Une mort prématurée
« Cette perte n’a point été subite comme celle de Cuvier, inattendue comme celle de Champollion… le mal cruel et opiniatre dont Rémusat était atteint la faisait présager… »
le Baron Walckenaer aux obsèques d’Abel-Rémusat, 5 juin 1832.
L’année 1832 allait voir disparaitre quelques-uns des principaux acteurs de la renaissance des études orientales : Champollion pour l’Egypte, emporté par une attaque, Chézy pour le sanscrit et Saint-Martin pour l’arménien, victimes de la terrible épidémie de choléra. Abel-Rémusat mourut pendant l’épidémie mais d’une maladie (cancer?) dont il souffrait depuis plusieurs années. « Dans les derniers jours d’une maladie dont il prévoyait l’inévitable issue, il s’occupa avec calme, et avec une entière présence d’esprit, à mettre ordre à ses affaires personnelles, et à régler l’usage qui devait être fait de ses travaux manuscrits; et le 2 juin 1832, il expira entre les bras de Mme Rémusat… » Silvestre de Sacy – Eloge funèbre à l’Académie des Inscriptions et belles-Lettres.

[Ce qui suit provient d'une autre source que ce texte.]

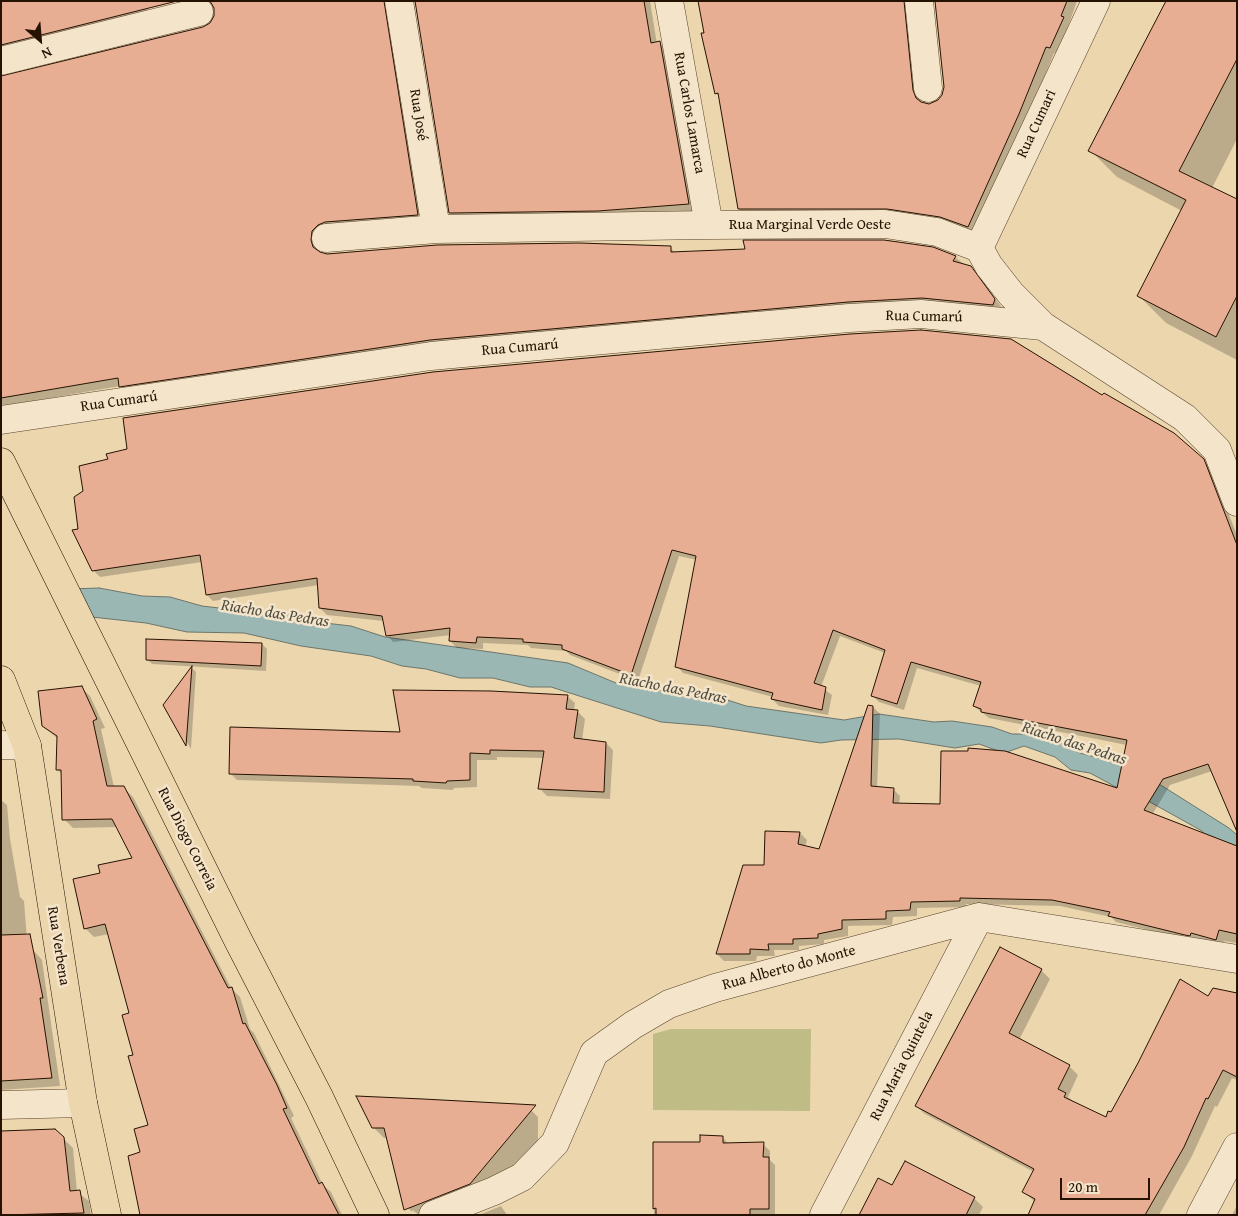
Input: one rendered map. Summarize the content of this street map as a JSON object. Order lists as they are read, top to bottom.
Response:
{
  "streets": {
    "main road": ["Rua Diogo Correia", "Rua Verbena"],
    "street": [
      "Rua Carlos Lamarca",
      "Rua José",
      "Rua Cumari",
      "Rua Marginal Verde Oeste",
      "Rua Cumarú",
      "Rua Alberto do Monte",
      "Rua Maria Quintela"
    ]
  },
  "crossings": [
    ["Rua Carlos Lamarca", "Rua Marginal Verde Oeste"],
    ["Rua José", "Rua Marginal Verde Oeste"],
    ["Rua Cumari", "Rua Marginal Verde Oeste"],
    ["Rua Alberto do Monte", "Rua Maria Quintela"]
  ],
  "water": ["Riacho das Pedras"],
  "scale_bar": "20 m",
  "north": "bottom right"
}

Les obsèques furent célébrées le 5 juin, avant le départ pour le cimetière de St Fargeau : »après avoir rendu à celui que nous pleurons les pieux devoirs que la religion réclamait de nous, arrêtons un instant la marche de ce char funèbre avant qu’il n’emporte loin de cette grande cité les restes d’Abel-Rémusat, pour être placés près de ceux d’une mère dont la perte abrégea sa vie.. »Baron Walckenaer

Le lendemain, le corps d’Abel-Rémusat est inhumé dans le petit cimetière qui entoure alors l’église de Saint Fargeau, près de sa mère. Le 9 août, Jenny, son épouse, écrit de Paris aux membres du conseil de la commune : « Je vous prie de bien vouloir m’accorder la concession à perpétuité d’un petit terrain de dix pieds carrés, dans le cimetière de St Fargeau, pour y établir à mes frais un monument en mémoire de feu, Mr Abel-Rémusat, mon mari… »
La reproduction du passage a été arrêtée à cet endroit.